[Stored items]
---
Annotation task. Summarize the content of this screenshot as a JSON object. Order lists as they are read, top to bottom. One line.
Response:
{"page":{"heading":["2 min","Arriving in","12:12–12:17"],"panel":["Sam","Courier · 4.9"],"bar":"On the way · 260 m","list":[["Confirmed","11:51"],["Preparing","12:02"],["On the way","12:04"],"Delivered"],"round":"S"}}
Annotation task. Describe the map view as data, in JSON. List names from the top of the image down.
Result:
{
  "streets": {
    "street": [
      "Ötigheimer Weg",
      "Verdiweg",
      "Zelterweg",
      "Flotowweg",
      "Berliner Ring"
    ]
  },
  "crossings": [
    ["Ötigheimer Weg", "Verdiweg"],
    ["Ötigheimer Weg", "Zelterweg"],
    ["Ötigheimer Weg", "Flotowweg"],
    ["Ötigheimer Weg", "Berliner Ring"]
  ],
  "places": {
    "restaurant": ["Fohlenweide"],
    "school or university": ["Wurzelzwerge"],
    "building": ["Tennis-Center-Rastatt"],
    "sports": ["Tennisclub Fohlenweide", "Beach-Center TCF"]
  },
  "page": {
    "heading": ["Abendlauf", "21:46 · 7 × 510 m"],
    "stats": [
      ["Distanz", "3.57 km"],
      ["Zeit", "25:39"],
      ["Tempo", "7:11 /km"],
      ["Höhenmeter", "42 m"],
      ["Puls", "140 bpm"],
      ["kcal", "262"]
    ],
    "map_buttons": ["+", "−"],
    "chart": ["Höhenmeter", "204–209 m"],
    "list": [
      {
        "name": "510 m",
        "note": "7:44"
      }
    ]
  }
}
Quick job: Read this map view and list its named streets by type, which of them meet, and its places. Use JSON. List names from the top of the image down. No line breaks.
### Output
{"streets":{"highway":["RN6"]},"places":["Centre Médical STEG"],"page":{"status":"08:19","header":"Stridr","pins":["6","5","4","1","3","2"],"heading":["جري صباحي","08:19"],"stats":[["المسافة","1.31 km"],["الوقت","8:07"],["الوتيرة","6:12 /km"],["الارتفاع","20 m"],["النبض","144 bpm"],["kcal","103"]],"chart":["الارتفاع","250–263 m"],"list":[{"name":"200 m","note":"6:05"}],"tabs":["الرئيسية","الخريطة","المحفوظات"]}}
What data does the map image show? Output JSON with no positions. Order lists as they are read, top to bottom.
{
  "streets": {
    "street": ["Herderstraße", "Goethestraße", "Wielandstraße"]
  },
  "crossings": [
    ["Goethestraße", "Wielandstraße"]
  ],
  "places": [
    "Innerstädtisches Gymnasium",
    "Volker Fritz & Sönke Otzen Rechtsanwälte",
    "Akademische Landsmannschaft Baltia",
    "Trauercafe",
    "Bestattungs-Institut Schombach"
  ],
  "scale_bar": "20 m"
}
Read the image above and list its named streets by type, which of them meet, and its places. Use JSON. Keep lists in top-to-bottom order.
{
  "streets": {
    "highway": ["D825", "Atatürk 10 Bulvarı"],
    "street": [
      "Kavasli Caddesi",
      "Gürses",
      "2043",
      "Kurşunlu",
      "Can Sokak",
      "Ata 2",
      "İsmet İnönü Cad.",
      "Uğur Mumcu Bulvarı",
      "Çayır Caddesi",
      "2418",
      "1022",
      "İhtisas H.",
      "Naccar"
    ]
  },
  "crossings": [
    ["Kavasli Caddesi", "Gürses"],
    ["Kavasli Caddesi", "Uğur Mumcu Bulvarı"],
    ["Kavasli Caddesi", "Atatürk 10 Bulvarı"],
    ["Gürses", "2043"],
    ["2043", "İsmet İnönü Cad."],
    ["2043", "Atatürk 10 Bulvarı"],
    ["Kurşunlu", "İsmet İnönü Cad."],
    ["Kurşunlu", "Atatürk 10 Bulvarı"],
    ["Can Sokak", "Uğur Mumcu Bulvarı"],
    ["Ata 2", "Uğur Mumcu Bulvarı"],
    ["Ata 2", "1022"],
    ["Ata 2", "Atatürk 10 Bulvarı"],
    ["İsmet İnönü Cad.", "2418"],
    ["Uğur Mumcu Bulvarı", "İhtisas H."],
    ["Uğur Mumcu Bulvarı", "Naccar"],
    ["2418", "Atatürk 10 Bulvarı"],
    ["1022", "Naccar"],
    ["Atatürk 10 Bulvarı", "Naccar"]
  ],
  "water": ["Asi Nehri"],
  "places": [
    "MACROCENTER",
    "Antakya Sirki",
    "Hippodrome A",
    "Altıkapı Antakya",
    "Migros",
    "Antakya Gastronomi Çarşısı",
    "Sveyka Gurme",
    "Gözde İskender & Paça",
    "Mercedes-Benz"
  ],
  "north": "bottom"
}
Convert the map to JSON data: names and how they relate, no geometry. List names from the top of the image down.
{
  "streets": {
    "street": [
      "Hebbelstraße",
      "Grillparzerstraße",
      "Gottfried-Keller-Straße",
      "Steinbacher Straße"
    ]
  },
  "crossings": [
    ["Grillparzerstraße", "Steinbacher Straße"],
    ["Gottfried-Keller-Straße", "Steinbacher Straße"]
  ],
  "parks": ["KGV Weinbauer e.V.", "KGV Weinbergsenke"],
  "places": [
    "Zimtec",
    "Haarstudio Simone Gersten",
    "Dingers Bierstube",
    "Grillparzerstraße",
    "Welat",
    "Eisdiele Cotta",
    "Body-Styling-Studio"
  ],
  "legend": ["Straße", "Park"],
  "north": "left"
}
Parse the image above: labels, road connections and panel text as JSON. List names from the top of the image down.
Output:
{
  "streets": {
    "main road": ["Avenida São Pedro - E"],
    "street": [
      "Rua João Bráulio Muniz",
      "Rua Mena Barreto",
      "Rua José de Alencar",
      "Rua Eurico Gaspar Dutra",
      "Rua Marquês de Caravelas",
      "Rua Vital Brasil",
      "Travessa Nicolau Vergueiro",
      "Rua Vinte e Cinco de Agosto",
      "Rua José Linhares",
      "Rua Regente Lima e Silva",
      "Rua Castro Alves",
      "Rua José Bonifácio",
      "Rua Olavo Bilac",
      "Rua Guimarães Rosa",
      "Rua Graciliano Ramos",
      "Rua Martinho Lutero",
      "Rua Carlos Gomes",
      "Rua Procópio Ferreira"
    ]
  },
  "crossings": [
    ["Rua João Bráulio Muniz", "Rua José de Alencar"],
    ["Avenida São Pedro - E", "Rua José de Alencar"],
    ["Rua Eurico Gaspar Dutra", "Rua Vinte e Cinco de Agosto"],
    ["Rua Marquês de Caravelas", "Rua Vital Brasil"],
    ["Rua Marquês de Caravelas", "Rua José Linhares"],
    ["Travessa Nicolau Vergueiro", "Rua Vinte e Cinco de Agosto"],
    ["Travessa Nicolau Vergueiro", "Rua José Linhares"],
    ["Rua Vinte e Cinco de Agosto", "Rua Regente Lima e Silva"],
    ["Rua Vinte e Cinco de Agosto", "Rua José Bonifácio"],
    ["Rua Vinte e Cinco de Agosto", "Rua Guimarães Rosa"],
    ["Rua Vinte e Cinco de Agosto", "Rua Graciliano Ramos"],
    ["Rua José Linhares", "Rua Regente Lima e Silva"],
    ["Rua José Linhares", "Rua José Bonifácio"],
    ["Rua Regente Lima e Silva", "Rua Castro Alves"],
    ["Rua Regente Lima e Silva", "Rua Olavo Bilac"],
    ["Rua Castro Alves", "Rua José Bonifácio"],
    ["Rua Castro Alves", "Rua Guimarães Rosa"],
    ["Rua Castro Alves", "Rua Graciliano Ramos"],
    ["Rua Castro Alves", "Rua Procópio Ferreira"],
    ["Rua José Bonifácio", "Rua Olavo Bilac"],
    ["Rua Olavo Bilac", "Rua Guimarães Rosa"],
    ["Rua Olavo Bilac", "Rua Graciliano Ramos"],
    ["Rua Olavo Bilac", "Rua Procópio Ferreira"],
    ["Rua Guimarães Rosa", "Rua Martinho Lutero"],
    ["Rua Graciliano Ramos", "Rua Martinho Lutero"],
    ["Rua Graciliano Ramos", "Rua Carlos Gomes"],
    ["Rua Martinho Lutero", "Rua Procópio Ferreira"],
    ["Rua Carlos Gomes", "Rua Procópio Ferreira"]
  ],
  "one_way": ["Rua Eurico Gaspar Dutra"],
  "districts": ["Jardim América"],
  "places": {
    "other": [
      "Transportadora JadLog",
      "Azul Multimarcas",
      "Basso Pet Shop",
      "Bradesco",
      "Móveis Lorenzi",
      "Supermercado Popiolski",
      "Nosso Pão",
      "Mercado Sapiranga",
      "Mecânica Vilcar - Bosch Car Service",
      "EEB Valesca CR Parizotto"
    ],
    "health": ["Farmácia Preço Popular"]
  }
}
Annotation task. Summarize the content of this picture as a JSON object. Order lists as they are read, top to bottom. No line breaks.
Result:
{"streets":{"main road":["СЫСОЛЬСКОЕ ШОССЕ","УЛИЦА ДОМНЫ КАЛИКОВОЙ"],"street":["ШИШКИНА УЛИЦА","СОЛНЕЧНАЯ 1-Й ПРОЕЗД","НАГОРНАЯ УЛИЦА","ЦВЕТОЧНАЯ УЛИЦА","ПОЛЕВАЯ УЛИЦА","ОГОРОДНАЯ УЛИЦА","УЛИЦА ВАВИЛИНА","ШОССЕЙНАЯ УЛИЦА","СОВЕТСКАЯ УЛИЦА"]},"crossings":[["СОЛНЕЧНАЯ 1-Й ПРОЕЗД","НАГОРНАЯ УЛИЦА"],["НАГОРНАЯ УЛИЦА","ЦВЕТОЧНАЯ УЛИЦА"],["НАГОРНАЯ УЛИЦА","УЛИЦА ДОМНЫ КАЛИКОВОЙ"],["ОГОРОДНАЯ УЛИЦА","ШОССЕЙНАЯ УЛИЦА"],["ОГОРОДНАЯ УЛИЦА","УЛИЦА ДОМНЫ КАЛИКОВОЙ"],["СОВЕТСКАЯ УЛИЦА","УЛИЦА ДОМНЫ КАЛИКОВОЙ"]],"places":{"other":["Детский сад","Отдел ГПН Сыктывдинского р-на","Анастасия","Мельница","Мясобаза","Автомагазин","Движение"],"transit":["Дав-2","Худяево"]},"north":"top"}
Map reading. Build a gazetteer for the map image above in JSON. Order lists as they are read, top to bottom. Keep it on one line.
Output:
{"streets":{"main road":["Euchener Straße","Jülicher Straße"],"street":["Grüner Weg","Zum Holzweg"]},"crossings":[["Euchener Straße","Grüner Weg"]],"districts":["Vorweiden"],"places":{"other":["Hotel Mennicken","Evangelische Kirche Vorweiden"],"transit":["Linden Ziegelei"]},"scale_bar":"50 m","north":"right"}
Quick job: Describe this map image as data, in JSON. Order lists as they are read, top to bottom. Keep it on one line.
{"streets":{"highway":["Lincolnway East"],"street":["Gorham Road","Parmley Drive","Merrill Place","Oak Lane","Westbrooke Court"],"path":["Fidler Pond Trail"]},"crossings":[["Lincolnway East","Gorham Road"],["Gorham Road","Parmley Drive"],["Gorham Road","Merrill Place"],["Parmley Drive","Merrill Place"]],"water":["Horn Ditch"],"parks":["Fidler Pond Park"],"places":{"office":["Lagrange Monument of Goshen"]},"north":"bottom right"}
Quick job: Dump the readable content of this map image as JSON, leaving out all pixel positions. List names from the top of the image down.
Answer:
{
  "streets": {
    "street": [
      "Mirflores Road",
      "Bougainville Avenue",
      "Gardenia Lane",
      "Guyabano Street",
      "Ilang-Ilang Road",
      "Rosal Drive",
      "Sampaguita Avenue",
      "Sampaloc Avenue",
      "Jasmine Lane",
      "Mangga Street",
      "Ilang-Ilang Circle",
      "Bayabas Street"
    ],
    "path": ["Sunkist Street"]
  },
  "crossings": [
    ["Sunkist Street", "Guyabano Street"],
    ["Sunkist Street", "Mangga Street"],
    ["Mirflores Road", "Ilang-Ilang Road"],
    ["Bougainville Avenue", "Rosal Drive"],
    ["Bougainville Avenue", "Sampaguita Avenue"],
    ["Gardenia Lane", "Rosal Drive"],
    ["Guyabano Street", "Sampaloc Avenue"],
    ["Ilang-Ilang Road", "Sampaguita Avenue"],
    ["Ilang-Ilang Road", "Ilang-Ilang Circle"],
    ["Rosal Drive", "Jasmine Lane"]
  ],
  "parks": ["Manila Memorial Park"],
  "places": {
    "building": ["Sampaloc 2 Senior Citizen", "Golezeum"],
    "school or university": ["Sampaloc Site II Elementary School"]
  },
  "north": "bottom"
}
---
*THE TASK*
Which lines hold the string "Marquês"? Copy all of them from the data above.

*RESULT OF THE TASK*
      "Rua Marquês de Caravelas",
    ["Rua Marquês de Caravelas", "Rua Vital Brasil"],
    ["Rua Marquês de Caravelas", "Rua José Linhares"],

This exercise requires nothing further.